Within the listing below, how many lines include the string "center"? Reply with only the number.

** Opening Recorded data block **

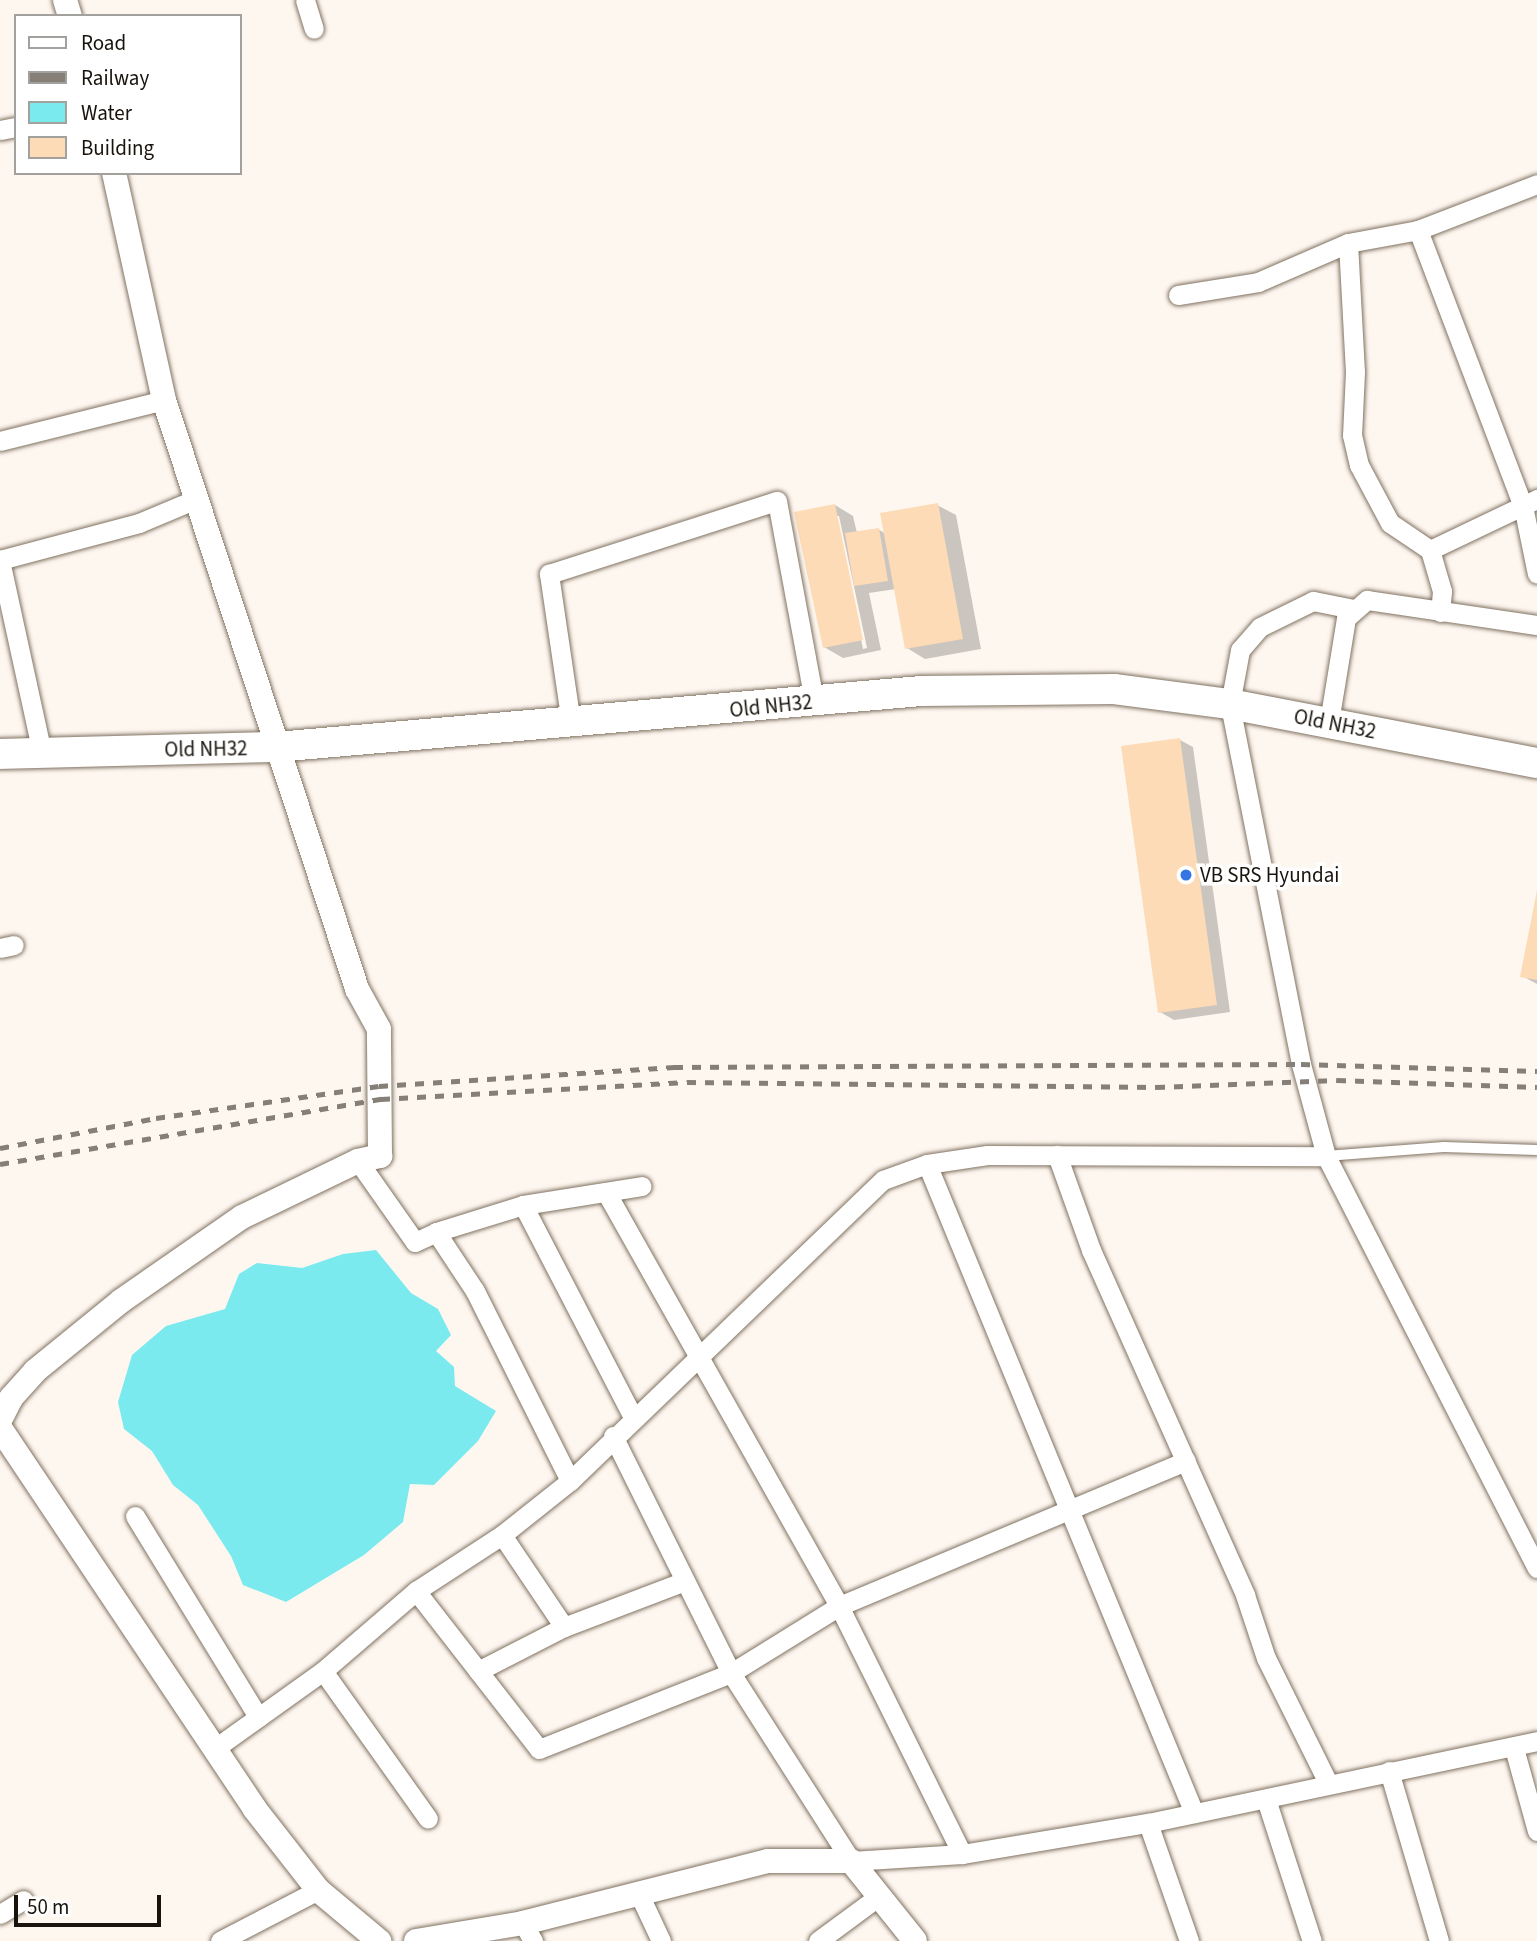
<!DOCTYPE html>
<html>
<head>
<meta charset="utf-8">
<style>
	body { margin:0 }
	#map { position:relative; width:1537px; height:1941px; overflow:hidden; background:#fef7f0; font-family:"Source Sans 3",sans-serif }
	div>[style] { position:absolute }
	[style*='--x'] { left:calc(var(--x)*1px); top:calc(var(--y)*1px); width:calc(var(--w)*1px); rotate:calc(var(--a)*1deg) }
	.water>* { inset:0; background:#7beaef }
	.shadow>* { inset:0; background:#0003 }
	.building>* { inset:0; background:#fcdbb6 }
	.roads { filter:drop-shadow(0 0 2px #807261) drop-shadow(0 0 2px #807261) }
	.service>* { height:10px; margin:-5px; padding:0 5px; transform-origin:5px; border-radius:5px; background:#fff }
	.minor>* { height:19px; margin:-9.5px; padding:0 9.5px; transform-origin:9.5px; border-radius:9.5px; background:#fff }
	.tertiary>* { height:24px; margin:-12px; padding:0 12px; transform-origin:12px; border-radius:12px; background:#fff }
	.primary>* { height:30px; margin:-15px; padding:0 15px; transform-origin:15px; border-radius:15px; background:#fff }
	.rail>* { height:5px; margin-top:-2.5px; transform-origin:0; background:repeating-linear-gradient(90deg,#857f78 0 9px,transparent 0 18px) }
	.dots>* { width:19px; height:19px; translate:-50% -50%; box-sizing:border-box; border:4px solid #fff; border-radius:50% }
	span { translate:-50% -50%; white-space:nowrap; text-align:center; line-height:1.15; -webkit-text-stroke:7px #fff; paint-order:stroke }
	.street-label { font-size:21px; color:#19130d }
	.poi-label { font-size:21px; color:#19130d }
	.left { translate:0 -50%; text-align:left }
	.legend { position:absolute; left:14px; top:14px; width:228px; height:161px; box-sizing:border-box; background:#fff; border:2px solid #a3a19e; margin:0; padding:9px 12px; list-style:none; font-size:21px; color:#19130d }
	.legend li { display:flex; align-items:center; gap:14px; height:35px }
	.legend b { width:35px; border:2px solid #a3a19e }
	.scale { position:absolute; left:14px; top:1895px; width:147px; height:32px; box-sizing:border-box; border:4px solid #19130d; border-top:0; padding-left:9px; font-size:21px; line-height:24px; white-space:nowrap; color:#19130d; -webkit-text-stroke:5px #fff; paint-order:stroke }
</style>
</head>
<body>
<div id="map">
	<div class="water">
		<i style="clip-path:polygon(376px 1250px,411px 1293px,438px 1309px,451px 1335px,436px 1351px,454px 1367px,455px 1386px,496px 1411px,478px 1441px,434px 1485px,410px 1484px,403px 1522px,364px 1555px,286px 1602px,243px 1585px,231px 1556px,198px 1505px,173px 1485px,152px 1451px,124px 1429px,118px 1402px,132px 1355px,166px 1326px,225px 1309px,239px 1274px,257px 1263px,302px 1268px,343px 1254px)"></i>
	</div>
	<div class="shadow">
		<i style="clip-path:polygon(evenodd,835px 505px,853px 516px,857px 533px,878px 529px,886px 534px,937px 505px,956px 515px,981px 649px,925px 659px,907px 648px,896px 589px,869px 593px,881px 650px,843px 658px,824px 647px,835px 505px,836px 516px,839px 516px,867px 648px,863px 649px,836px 516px)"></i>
		<i style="clip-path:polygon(1180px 740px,1193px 747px,1230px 1012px,1174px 1020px,1160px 1012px)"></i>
		<i style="clip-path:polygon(1537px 893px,1537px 984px,1522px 976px)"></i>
	</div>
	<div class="building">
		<i style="clip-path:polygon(938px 503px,963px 639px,905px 649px,880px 513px)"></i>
		<i style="clip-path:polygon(835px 504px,863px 640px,823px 648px,794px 512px)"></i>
		<i style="clip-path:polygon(879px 528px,888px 581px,854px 586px,845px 533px)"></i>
		<i style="clip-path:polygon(1180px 738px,1217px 1005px,1158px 1013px,1121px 746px)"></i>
		<i style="clip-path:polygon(1537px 890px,1537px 980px,1520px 977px)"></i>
	</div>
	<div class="roads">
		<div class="service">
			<i style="--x:1326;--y:1156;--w:118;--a:-4.4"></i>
			<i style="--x:1444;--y:1147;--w:93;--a:1.8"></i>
		</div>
		<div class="minor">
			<i style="--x:305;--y:0;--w:30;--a:73"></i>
			<i style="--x:0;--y:130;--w:16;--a:-11"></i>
			<i style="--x:1418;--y:230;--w:295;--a:69.2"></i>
			<i style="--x:1523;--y:506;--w:69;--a:78.4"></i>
			<i style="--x:1348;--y:243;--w:129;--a:86.9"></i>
			<i style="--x:1355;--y:372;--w:63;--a:92.7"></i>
			<i style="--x:1352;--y:435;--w:31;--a:77"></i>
			<i style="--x:1359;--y:465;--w:66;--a:61.9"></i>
			<i style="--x:1390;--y:523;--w:48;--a:34"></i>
			<i style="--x:1430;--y:550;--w:43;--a:73.7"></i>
			<i style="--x:1442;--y:591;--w:21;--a:95"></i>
			<i style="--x:1178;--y:295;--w:81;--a:-9.2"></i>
			<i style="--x:1258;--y:282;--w:98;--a:-23.4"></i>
			<i style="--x:1348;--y:243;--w:71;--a:-10.5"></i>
			<i style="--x:1418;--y:230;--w:128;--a:-21.1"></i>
			<i style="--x:0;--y:441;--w:169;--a:-14"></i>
			<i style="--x:1430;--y:550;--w:119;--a:-25.5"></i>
			<i style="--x:1329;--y:722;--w:105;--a:-80.7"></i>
			<i style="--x:1346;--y:618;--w:28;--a:-41"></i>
			<i style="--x:1367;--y:600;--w:172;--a:8.4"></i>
			<i style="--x:571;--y:723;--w:151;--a:-98.4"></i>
			<i style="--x:549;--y:574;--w:239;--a:-17.8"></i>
			<i style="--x:777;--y:501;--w:203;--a:79.5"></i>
			<i style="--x:42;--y:753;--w:198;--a:-102.3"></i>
			<i style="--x:0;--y:560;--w:144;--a:-14.9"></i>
			<i style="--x:139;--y:523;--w:62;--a:-22.8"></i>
			<i style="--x:0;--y:948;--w:14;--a:-12"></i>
			<i style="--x:1057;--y:1155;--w:101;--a:70.3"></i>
			<i style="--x:1091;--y:1250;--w:378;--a:65.9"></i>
			<i style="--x:1245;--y:1595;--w:66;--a:71.6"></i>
			<i style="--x:1266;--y:1658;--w:140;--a:63.6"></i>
			<i style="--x:1326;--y:1156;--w:95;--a:-105.2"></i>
			<i style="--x:1301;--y:1064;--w:367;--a:-101.2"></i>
			<i style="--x:1230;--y:704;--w:55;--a:-79.5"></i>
			<i style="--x:1240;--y:650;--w:30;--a:-49"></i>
			<i style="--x:1260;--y:627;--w:59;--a:-26.1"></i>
			<i style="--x:1313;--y:601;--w:41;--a:11.3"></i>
			<i style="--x:358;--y:1161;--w:99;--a:54.9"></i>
			<i style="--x:415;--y:1242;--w:23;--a:-25"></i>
			<i style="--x:436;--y:1232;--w:71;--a:56.5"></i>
			<i style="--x:475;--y:1291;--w:212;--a:63.4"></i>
			<i style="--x:927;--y:1164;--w:702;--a:67.64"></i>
			<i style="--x:606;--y:1192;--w:475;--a:60.6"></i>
			<i style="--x:839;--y:1606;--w:277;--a:63.6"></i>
			<i style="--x:523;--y:1205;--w:239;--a:62.6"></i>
			<i style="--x:436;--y:1232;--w:91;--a:-17.2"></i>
			<i style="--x:523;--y:1205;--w:120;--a:-9.1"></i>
			<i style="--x:613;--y:1436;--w:265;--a:63.5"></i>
			<i style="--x:731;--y:1673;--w:223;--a:57.4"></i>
			<i style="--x:851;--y:1861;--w:111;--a:-3.6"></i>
			<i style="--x:962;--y:1854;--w:189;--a:-9.5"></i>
			<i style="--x:1148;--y:1823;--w:398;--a:-11.9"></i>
			<i style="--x:135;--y:1516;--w:236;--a:58.5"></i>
			<i style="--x:502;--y:1535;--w:111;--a:56"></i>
			<i style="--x:564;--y:1627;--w:129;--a:-20.8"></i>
			<i style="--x:416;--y:1591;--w:200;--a:52.1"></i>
			<i style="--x:539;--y:1749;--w:206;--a:-21.6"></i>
			<i style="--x:731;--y:1673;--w:127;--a:-31.8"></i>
			<i style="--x:839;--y:1606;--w:376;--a:-22.7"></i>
			<i style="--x:323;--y:1671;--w:181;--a:54.6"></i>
			<i style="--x:478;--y:1671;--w:97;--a:-27.1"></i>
			<i style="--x:1514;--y:1748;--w:86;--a:74.5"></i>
			<i style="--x:214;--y:1749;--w:134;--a:-35.6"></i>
			<i style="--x:323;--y:1671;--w:123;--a:-40.7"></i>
			<i style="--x:416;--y:1591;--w:103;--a:-33.1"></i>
			<i style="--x:502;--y:1535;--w:87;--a:-38.5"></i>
			<i style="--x:570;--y:1481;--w:434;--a:-43.9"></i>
			<i style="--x:883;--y:1180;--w:47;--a:-20"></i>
			<i style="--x:927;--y:1164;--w:61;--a:-8.5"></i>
			<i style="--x:987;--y:1155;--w:339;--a:0.2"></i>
			<i style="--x:1326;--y:1156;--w:463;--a:62.9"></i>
			<i style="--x:1389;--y:1771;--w:177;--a:73.6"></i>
			<i style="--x:1266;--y:1799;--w:149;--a:72.1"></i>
			<i style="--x:1148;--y:1823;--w:125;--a:70.8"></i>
			<i style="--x:639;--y:1894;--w:52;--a:64.9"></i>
			<i style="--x:0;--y:1914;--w:27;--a:-31"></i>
			<i style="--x:523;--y:1923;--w:21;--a:61"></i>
			<i style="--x:220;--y:1941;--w:110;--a:-27.5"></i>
			<i style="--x:818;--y:1941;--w:76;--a:-36.4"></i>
		</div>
		<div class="tertiary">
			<i style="--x:65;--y:0;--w:17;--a:73"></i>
			<i style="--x:0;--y:1420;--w:25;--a:-63"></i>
			<i style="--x:11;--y:1398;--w:36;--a:-48"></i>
			<i style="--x:35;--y:1371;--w:111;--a:-39.1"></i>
			<i style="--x:121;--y:1301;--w:147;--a:-34.8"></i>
			<i style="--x:242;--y:1217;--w:129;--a:-25.8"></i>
			<i style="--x:358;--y:1161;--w:23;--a:-13"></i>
			<i style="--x:380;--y:1156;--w:127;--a:-90.5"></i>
			<i style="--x:379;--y:1029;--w:46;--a:-118.8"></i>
			<i style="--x:357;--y:989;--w:620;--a:-108.14"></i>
			<i style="--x:164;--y:400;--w:232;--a:-102.4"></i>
			<i style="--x:0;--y:1428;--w:457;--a:56.2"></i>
			<i style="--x:254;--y:1808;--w:104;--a:52"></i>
			<i style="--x:318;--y:1890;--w:80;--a:39.9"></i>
			<i style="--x:416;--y:1941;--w:109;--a:-9.5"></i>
			<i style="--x:523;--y:1923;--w:253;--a:-14.2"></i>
			<i style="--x:768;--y:1861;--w:83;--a:0"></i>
			<i style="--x:851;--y:1861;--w:102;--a:51.3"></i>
		</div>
		<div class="primary">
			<i style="--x:0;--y:754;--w:276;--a:-1.5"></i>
			<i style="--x:276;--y:747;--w:647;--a:-4.96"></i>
			<i style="--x:921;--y:691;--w:193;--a:-0.6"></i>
			<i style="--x:1114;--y:689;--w:117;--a:7.4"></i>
			<i style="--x:1230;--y:704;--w:313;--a:10.9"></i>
		</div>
	</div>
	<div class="rail">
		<i style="--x:0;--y:1148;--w:159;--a:-10.9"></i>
		<i style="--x:156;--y:1118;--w:225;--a:-8.2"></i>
		<i style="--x:379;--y:1086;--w:296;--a:-3.7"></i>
		<i style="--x:674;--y:1067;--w:627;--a:-0.27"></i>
		<i style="--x:1301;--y:1064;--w:236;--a:1.7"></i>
		<i style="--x:0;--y:1164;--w:387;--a:-9.7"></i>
		<i style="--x:381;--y:1099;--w:306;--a:-3.2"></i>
		<i style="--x:687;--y:1082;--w:469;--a:0.6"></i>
		<i style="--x:1156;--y:1087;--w:181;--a:-2.2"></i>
		<i style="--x:1337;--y:1080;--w:200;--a:2"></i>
	</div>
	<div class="dots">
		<i style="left:1186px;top:875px;background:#3575e3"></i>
	</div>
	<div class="street-label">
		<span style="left:771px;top:706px;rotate:-6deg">Old NH32</span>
		<span style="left:1335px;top:724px;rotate:11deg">Old NH32</span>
		<span style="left:206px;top:749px;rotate:-1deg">Old NH32</span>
	</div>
	<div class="poi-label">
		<span class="left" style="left:1200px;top:875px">VB SRS Hyundai</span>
	</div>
	<ul class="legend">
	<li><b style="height:9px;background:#fff"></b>Road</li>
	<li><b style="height:9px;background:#857f78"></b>Railway</li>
	<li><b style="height:19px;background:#7beaef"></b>Water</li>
	<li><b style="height:19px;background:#fcdbb6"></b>Building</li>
	</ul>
	<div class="scale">50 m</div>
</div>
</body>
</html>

** Closing Recorded data block **

▸ Answer for the task:
2